This also surpasses the full year core profit by 21 per cent.
In its announcement of its 2017 Half Year, Oil Search said the results reflected higher sales revenue and lower costs.
The PNG company said sales revenue increased by 16 per cent to US$676.2 million (K2,028,194,361), underpinned by materially higher average realized oil/condensate and LNG/gas prices, which increased by 28% and 26%, respectively.
There was a 12 per cent reduction in operating costs, which resulted in total unit production costs of a very competitive US$8.52 (K25.55) barrel of oil equivalent (boe) and an increase in operating margin to 74 per cent.
There was also a 13 per cent reduction in depreciation and amortization expense, driven by lower depreciation and amortisation rates for the PNG LNG Project as a result of a material increase in Project reserves following recertification.

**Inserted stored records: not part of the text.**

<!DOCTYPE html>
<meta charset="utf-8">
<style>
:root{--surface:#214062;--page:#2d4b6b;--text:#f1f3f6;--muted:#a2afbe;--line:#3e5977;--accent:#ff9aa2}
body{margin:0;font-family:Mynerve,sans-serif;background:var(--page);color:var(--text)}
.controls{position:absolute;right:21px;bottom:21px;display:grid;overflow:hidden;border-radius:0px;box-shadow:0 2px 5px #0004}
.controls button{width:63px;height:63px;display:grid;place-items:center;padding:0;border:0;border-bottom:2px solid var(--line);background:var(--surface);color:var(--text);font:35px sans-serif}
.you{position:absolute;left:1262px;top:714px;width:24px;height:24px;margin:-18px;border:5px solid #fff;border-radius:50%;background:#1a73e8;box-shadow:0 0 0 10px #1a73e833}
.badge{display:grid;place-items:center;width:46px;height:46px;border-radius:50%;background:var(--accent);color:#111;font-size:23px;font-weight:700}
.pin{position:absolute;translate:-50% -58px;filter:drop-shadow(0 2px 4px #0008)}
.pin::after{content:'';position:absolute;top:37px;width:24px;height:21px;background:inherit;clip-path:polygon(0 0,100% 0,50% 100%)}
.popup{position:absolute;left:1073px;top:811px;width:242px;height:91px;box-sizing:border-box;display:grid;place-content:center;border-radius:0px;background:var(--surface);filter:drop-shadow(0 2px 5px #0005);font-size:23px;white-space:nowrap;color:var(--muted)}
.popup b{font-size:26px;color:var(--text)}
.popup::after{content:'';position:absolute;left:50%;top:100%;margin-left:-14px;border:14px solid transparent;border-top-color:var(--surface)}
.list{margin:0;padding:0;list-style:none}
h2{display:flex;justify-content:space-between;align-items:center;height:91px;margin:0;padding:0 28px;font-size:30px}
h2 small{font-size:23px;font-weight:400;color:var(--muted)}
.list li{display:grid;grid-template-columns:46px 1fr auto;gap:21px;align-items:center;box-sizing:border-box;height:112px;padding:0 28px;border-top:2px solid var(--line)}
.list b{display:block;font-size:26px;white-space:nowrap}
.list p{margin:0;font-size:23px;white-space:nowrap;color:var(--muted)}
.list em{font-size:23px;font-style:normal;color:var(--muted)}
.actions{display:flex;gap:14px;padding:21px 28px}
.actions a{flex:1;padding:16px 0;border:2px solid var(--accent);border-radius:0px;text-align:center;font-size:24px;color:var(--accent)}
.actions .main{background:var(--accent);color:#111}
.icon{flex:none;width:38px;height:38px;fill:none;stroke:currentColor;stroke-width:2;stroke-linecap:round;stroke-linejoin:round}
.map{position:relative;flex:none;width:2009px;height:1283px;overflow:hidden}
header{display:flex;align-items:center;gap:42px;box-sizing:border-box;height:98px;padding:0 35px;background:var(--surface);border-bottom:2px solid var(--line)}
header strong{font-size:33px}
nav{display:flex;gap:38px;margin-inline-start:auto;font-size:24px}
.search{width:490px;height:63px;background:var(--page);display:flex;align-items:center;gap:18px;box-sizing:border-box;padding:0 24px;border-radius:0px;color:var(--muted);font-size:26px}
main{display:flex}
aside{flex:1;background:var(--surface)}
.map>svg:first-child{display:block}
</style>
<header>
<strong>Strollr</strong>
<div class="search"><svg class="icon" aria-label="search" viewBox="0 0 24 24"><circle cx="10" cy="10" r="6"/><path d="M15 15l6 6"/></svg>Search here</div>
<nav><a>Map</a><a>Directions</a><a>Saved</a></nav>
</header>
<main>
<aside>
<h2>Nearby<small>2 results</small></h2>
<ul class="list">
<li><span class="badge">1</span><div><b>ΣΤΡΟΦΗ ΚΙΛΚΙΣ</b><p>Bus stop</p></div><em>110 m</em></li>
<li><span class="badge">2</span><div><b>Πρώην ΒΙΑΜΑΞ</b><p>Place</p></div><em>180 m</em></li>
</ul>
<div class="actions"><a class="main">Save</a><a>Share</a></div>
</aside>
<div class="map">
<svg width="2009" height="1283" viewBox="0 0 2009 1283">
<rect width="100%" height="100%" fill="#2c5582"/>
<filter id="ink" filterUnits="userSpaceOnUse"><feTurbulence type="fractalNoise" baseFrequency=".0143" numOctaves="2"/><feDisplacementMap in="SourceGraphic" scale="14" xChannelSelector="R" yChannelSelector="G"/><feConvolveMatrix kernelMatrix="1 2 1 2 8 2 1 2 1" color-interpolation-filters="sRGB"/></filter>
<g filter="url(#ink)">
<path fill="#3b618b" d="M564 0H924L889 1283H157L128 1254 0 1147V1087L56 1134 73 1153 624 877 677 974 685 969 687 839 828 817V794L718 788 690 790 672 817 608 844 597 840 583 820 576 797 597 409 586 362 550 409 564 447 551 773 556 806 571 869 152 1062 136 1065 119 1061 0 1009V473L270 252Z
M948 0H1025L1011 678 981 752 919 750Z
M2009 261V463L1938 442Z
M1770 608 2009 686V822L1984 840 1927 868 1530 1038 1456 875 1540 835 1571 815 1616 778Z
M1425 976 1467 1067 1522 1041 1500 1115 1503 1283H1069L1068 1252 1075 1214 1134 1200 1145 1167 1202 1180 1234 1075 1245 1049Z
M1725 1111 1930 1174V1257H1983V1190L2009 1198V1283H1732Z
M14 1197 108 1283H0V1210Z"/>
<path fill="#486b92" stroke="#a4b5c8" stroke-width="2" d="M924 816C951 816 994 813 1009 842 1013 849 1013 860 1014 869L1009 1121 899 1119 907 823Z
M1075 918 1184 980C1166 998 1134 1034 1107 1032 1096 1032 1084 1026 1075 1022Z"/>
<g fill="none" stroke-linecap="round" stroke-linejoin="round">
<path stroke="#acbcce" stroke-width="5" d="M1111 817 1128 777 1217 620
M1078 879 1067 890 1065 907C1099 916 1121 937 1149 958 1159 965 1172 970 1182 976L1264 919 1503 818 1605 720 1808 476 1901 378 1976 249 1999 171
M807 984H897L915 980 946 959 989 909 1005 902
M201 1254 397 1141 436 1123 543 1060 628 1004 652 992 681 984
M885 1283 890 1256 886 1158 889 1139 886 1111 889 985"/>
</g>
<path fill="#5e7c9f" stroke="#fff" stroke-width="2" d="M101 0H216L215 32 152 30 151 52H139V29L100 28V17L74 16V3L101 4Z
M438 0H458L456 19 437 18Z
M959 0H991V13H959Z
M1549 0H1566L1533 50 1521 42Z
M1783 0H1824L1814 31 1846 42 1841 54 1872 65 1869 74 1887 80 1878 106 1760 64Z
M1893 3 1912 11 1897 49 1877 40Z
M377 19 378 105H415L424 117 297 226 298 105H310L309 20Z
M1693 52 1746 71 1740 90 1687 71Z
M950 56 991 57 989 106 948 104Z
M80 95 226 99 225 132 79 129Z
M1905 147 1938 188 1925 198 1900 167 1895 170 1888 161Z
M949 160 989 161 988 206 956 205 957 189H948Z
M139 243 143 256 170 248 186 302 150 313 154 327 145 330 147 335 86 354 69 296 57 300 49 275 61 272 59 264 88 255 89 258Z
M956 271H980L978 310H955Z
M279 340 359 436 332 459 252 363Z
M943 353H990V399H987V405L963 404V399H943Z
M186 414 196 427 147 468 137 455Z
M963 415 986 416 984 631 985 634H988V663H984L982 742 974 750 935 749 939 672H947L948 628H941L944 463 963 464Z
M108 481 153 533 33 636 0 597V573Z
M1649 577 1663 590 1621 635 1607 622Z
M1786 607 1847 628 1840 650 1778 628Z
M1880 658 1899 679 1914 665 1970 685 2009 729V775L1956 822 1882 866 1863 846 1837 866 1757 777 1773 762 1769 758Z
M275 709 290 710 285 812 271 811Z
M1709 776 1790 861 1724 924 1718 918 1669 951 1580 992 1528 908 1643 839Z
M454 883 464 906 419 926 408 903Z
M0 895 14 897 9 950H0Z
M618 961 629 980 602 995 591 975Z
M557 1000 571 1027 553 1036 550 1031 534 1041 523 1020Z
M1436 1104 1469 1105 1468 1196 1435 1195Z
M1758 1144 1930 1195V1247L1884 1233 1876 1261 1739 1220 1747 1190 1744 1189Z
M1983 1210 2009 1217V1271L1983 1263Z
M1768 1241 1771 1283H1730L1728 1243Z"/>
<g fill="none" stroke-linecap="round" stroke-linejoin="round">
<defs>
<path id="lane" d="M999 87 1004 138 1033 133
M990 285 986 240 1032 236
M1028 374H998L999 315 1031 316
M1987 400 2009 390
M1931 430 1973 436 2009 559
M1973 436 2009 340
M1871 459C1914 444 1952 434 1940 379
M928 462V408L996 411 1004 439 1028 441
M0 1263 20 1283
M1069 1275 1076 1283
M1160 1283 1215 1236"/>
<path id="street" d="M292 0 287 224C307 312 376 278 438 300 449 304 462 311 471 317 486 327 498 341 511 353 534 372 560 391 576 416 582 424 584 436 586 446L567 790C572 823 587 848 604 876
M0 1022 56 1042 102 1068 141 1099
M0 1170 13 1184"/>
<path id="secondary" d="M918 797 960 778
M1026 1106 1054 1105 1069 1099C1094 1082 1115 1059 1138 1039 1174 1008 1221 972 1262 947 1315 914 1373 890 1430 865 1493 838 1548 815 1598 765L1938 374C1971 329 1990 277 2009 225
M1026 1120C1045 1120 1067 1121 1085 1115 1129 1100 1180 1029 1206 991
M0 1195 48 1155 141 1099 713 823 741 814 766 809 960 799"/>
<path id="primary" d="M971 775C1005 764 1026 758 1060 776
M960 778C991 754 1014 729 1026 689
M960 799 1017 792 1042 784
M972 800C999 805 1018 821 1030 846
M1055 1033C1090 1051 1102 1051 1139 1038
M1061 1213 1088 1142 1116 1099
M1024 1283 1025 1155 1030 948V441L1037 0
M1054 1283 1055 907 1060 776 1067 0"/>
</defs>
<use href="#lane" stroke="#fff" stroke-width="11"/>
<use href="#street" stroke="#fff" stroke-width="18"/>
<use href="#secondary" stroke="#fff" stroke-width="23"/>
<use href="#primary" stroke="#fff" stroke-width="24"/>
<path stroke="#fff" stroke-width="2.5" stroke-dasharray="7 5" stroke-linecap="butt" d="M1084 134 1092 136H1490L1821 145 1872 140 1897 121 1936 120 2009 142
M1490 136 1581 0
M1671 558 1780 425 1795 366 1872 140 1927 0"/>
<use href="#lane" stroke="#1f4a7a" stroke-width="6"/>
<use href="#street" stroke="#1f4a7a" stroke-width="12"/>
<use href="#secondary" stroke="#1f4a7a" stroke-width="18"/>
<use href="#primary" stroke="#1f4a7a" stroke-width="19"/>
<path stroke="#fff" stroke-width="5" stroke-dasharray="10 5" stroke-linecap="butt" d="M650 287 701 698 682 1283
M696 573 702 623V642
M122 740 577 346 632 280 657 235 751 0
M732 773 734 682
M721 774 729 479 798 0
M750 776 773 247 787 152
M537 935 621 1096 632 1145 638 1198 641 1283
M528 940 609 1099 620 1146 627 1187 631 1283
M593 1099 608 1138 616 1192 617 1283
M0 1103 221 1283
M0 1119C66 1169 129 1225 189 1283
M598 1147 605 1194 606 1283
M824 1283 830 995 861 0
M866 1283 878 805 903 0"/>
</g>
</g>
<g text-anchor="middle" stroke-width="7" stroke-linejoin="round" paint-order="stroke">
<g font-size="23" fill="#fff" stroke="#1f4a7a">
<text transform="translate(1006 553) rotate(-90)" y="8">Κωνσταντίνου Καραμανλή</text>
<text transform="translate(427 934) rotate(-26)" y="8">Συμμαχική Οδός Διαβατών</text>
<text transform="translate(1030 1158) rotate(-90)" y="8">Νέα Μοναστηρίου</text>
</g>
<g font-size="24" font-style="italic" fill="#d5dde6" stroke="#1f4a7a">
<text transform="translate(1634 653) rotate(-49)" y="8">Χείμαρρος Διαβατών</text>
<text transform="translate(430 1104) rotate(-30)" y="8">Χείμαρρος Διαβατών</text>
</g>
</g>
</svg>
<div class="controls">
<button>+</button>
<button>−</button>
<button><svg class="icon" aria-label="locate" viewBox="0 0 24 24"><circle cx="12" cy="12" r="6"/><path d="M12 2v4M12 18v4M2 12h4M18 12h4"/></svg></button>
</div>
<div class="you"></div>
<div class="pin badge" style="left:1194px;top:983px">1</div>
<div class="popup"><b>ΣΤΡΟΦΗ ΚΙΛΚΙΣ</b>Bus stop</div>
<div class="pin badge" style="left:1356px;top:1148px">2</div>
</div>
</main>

Based in the results, the company’s 2017 full year production guidance has been upgraded, while the ranges for forecast full year unit operating costs, depreciation/amortisation and capital expenditure have been reduced.
Total capital expenditure for 2017 is now estimated to be between US$350 million and US$400 million, compared with previous guidance of US$380–480 million
Oil Search said despite a reduction in oil price forecasts no impairment charges were required to the Company’s asset carrying values.